> Exercise brief: Please return, with no alterations, the lines below from the very first through the one that contains "Bounding boxes for all text".

> Material for this task:
++++++

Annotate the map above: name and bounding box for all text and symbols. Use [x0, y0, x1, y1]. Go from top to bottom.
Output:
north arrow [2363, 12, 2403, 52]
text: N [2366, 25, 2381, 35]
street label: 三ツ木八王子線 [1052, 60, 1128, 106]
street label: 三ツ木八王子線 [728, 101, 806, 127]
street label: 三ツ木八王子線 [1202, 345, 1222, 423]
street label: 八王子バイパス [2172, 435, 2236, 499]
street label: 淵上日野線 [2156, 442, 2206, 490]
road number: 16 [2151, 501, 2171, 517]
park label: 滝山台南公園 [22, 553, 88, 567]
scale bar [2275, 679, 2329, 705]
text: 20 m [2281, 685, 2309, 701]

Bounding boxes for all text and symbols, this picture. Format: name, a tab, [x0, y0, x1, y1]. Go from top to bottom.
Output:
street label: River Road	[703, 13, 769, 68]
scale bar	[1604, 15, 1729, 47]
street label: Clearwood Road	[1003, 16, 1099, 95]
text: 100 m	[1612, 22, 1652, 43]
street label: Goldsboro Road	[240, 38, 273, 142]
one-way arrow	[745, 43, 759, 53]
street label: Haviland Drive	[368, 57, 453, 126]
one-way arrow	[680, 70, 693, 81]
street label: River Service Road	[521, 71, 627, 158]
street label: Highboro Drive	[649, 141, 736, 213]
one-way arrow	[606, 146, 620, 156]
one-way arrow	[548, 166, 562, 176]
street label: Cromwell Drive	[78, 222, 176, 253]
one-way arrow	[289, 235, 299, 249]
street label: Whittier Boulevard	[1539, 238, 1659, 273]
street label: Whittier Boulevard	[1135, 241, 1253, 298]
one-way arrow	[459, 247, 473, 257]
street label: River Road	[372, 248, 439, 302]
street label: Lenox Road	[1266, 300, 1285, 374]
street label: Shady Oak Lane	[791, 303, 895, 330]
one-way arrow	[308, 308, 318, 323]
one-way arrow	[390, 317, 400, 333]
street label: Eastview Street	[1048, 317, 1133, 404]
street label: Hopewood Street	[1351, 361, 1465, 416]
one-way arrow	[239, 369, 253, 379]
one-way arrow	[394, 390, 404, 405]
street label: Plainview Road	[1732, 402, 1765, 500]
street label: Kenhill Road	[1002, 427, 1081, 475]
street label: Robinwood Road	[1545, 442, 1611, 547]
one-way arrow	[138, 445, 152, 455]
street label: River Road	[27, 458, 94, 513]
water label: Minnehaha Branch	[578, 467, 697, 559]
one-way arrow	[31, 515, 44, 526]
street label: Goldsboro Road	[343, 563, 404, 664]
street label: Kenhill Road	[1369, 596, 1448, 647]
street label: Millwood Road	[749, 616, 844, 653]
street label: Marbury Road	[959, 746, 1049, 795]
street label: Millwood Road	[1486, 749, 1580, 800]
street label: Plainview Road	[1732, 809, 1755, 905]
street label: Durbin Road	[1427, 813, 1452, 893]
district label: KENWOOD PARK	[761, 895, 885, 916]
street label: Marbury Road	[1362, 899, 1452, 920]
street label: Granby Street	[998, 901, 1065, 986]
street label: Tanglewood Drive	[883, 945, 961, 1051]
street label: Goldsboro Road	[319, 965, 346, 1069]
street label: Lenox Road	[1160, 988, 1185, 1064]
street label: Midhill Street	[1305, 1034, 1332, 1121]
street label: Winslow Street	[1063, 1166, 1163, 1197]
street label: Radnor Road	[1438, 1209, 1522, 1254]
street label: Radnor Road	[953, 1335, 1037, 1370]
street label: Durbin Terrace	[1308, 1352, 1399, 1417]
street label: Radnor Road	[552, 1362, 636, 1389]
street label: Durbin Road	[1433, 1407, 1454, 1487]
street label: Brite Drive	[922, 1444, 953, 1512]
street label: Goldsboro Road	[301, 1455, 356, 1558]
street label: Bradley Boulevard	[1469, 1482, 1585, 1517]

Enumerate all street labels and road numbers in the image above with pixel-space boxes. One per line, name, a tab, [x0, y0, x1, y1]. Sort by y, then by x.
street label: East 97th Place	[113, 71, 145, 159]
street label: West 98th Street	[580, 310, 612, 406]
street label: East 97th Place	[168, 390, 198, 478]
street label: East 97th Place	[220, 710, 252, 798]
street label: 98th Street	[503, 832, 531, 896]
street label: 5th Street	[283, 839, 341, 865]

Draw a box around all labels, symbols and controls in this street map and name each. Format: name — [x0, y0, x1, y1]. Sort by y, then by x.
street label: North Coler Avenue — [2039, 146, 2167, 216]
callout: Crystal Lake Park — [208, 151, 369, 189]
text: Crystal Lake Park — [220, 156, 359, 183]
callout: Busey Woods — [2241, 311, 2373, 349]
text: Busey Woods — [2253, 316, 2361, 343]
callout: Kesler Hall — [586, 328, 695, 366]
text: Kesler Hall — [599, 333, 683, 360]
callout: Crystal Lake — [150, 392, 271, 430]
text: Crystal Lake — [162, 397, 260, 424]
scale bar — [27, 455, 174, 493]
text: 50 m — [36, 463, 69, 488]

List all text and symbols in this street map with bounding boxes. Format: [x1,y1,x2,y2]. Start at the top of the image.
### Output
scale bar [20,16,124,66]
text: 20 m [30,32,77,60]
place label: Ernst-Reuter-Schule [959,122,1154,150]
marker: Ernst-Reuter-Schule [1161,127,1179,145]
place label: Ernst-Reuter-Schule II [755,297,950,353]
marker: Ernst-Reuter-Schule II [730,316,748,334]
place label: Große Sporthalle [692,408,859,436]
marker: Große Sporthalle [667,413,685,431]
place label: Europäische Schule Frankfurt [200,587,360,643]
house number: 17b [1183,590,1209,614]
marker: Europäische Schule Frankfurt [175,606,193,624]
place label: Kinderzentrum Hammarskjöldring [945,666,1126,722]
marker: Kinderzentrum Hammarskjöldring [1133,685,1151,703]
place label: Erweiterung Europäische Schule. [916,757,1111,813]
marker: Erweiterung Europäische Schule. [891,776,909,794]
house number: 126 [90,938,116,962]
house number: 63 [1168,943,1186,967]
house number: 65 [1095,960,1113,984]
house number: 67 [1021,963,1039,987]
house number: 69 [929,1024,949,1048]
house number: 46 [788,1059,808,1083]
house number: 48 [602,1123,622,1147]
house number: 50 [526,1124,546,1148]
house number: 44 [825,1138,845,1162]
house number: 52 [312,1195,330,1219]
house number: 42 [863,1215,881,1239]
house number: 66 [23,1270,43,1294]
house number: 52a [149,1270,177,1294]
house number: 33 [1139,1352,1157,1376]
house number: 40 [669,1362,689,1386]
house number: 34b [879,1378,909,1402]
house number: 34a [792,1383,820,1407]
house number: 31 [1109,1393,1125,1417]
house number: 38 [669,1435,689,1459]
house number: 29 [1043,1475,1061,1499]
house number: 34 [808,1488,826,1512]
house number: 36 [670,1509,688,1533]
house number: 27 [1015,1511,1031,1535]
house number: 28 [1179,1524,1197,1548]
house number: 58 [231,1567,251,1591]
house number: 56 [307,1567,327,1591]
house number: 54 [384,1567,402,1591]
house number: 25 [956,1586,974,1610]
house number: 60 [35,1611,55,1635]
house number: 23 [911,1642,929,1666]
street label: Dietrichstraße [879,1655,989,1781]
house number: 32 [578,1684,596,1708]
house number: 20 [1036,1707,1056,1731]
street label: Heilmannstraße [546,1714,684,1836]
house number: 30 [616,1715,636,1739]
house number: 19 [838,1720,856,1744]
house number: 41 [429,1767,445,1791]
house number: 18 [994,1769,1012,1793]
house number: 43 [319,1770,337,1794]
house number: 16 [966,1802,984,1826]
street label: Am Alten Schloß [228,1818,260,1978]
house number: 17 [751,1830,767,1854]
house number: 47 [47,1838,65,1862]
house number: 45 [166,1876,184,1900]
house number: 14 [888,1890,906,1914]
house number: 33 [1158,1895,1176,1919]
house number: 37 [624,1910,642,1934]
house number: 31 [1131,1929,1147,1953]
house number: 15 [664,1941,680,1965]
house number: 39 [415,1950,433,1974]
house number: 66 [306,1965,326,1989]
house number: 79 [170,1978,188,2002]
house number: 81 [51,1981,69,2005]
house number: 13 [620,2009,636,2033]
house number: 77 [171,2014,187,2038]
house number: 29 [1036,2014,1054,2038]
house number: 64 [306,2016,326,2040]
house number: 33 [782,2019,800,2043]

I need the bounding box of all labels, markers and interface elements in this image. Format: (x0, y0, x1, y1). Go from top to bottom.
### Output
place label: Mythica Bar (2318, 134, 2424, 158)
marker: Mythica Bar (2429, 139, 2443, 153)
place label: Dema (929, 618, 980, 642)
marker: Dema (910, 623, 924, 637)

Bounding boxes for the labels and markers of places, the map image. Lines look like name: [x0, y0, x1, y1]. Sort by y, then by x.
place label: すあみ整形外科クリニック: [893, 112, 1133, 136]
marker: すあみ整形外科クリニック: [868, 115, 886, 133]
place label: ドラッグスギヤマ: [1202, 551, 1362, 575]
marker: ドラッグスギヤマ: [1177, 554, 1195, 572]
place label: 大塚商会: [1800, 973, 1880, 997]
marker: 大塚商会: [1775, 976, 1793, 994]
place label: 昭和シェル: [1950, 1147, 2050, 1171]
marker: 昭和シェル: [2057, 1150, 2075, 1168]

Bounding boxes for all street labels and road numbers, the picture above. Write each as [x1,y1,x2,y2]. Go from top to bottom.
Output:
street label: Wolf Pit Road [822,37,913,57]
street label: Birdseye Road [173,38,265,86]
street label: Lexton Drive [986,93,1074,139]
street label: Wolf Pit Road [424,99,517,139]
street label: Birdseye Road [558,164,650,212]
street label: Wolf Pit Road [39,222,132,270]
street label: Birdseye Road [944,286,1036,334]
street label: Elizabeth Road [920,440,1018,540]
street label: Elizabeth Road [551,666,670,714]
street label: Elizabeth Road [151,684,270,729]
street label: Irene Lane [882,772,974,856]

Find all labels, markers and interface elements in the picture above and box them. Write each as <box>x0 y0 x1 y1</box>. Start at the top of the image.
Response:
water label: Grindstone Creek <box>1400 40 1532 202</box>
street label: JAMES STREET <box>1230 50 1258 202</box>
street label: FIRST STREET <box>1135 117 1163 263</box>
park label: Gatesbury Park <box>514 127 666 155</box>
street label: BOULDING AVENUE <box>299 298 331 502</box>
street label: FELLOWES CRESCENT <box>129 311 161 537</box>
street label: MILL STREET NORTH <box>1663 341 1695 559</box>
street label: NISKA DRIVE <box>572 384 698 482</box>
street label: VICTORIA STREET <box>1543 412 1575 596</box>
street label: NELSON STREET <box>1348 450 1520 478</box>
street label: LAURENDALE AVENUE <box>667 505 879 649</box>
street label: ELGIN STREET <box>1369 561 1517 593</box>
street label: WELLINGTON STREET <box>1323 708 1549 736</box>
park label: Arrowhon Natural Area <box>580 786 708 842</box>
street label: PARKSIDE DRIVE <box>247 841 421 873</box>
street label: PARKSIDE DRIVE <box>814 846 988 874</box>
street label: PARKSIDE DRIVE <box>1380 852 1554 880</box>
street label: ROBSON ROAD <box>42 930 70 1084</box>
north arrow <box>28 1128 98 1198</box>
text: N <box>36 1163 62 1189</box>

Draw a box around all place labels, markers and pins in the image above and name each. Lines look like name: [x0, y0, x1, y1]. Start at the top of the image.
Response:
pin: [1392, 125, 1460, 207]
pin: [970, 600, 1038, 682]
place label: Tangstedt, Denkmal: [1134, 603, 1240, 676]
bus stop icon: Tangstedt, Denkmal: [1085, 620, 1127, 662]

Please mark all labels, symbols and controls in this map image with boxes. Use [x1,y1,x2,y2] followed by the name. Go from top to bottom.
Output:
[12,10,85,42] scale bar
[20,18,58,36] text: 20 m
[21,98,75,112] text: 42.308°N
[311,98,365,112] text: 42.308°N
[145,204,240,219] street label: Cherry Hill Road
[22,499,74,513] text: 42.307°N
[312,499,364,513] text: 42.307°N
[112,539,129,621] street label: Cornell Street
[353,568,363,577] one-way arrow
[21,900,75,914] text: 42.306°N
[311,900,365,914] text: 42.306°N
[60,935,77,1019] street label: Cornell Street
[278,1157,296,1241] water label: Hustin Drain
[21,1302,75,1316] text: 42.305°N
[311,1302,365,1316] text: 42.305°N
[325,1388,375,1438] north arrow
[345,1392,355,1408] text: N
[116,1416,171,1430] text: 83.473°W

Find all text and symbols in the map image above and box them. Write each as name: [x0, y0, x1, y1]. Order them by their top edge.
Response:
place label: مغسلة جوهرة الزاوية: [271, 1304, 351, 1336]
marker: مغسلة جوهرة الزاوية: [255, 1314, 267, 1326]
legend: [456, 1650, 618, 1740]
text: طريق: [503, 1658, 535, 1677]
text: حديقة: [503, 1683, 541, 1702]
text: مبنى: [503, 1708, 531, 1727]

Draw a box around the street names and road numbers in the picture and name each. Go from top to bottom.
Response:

++++++

> Answer box:
Annotate the map above: name and bounding box for all text and symbols. Use [x0, y0, x1, y1]. Go from top to bottom.
Output:
north arrow [2363, 12, 2403, 52]
text: N [2366, 25, 2381, 35]
street label: 三ツ木八王子線 [1052, 60, 1128, 106]
street label: 三ツ木八王子線 [728, 101, 806, 127]
street label: 三ツ木八王子線 [1202, 345, 1222, 423]
street label: 八王子バイパス [2172, 435, 2236, 499]
street label: 淵上日野線 [2156, 442, 2206, 490]
road number: 16 [2151, 501, 2171, 517]
park label: 滝山台南公園 [22, 553, 88, 567]
scale bar [2275, 679, 2329, 705]
text: 20 m [2281, 685, 2309, 701]

Bounding boxes for all text and symbols, this picture. Format: name, a tab, [x0, y0, x1, y1]. Go from top to bottom.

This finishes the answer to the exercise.